#### WHAT IS NEEDED:
In full and without changes, output the data.

━━ RECORDED INFORMATION ━━

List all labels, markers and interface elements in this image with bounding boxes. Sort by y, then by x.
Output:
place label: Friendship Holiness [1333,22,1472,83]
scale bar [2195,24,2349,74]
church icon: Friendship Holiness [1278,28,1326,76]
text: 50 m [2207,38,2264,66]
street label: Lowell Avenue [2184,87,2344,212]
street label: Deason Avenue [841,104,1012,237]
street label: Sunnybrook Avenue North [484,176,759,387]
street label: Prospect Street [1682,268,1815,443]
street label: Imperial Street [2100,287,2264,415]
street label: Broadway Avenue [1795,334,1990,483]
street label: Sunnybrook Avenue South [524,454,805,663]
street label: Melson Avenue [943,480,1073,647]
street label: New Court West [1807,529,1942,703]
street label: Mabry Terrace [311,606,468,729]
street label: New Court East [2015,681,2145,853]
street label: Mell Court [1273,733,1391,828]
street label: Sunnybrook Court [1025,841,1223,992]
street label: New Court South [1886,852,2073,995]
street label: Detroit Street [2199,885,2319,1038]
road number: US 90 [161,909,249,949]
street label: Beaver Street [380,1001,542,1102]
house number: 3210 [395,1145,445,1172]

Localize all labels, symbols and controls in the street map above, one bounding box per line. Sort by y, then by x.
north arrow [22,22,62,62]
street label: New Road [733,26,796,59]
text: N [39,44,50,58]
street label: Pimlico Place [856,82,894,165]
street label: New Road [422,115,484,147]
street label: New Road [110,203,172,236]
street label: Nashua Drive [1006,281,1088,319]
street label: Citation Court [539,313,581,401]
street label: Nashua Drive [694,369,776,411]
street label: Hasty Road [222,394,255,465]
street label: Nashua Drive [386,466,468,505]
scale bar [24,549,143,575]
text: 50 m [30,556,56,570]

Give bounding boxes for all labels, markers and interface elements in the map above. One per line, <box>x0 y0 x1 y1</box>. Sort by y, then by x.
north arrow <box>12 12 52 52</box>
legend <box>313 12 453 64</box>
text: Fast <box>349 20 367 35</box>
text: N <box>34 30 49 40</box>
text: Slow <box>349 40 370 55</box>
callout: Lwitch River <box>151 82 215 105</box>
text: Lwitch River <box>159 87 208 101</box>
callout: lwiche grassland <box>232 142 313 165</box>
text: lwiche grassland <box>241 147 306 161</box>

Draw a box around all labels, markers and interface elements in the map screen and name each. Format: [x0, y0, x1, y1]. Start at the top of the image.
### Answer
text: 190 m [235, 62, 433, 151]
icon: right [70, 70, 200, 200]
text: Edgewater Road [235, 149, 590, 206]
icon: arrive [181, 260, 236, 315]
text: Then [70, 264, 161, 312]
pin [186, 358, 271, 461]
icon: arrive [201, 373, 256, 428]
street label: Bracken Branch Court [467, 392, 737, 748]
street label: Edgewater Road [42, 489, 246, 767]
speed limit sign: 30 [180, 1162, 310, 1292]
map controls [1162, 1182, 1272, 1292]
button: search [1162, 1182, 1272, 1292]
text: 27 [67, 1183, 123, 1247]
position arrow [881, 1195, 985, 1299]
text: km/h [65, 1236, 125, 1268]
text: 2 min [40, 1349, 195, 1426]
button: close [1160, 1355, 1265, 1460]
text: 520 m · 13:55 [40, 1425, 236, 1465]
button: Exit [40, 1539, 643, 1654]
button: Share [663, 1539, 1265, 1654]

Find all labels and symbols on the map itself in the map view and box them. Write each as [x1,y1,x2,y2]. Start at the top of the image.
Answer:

━━━

#### RESPONSE BOX:
List all labels, markers and interface elements in this image with bounding boxes. Sort by y, then by x.
Output:
place label: Friendship Holiness [1333,22,1472,83]
scale bar [2195,24,2349,74]
church icon: Friendship Holiness [1278,28,1326,76]
text: 50 m [2207,38,2264,66]
street label: Lowell Avenue [2184,87,2344,212]
street label: Deason Avenue [841,104,1012,237]
street label: Sunnybrook Avenue North [484,176,759,387]
street label: Prospect Street [1682,268,1815,443]
street label: Imperial Street [2100,287,2264,415]
street label: Broadway Avenue [1795,334,1990,483]
street label: Sunnybrook Avenue South [524,454,805,663]
street label: Melson Avenue [943,480,1073,647]
street label: New Court West [1807,529,1942,703]
street label: Mabry Terrace [311,606,468,729]
street label: New Court East [2015,681,2145,853]
street label: Mell Court [1273,733,1391,828]
street label: Sunnybrook Court [1025,841,1223,992]
street label: New Court South [1886,852,2073,995]
street label: Detroit Street [2199,885,2319,1038]
road number: US 90 [161,909,249,949]
street label: Beaver Street [380,1001,542,1102]
house number: 3210 [395,1145,445,1172]

Localize all labels, symbols and controls in the street map above, one bounding box per line. Sort by y, then by x.
north arrow [22,22,62,62]
street label: New Road [733,26,796,59]
text: N [39,44,50,58]
street label: Pimlico Place [856,82,894,165]
street label: New Road [422,115,484,147]
street label: New Road [110,203,172,236]
street label: Nashua Drive [1006,281,1088,319]
street label: Citation Court [539,313,581,401]
street label: Nashua Drive [694,369,776,411]
street label: Hasty Road [222,394,255,465]
street label: Nashua Drive [386,466,468,505]
scale bar [24,549,143,575]
text: 50 m [30,556,56,570]

Give bounding boxes for all labels, markers and interface elements in the map above. One per line, <box>x0 y0 x1 y1</box>. Sort by y, then by x.
north arrow <box>12 12 52 52</box>
legend <box>313 12 453 64</box>
text: Fast <box>349 20 367 35</box>
text: N <box>34 30 49 40</box>
text: Slow <box>349 40 370 55</box>
callout: Lwitch River <box>151 82 215 105</box>
text: Lwitch River <box>159 87 208 101</box>
callout: lwiche grassland <box>232 142 313 165</box>
text: lwiche grassland <box>241 147 306 161</box>

Draw a box around all labels, markers and interface elements in the map screen and name each. Format: [x0, y0, x1, y1]. Start at the top of the image.
### Answer
text: 190 m [235, 62, 433, 151]
icon: right [70, 70, 200, 200]
text: Edgewater Road [235, 149, 590, 206]
icon: arrive [181, 260, 236, 315]
text: Then [70, 264, 161, 312]
pin [186, 358, 271, 461]
icon: arrive [201, 373, 256, 428]
street label: Bracken Branch Court [467, 392, 737, 748]
street label: Edgewater Road [42, 489, 246, 767]
speed limit sign: 30 [180, 1162, 310, 1292]
map controls [1162, 1182, 1272, 1292]
button: search [1162, 1182, 1272, 1292]
text: 27 [67, 1183, 123, 1247]
position arrow [881, 1195, 985, 1299]
text: km/h [65, 1236, 125, 1268]
text: 2 min [40, 1349, 195, 1426]
button: close [1160, 1355, 1265, 1460]
text: 520 m · 13:55 [40, 1425, 236, 1465]
button: Exit [40, 1539, 643, 1654]
button: Share [663, 1539, 1265, 1654]

Find all labels and symbols on the map itself in the map view and box them. Write each as [x1,y1,x2,y2]. Start at the top of the image.
Answer:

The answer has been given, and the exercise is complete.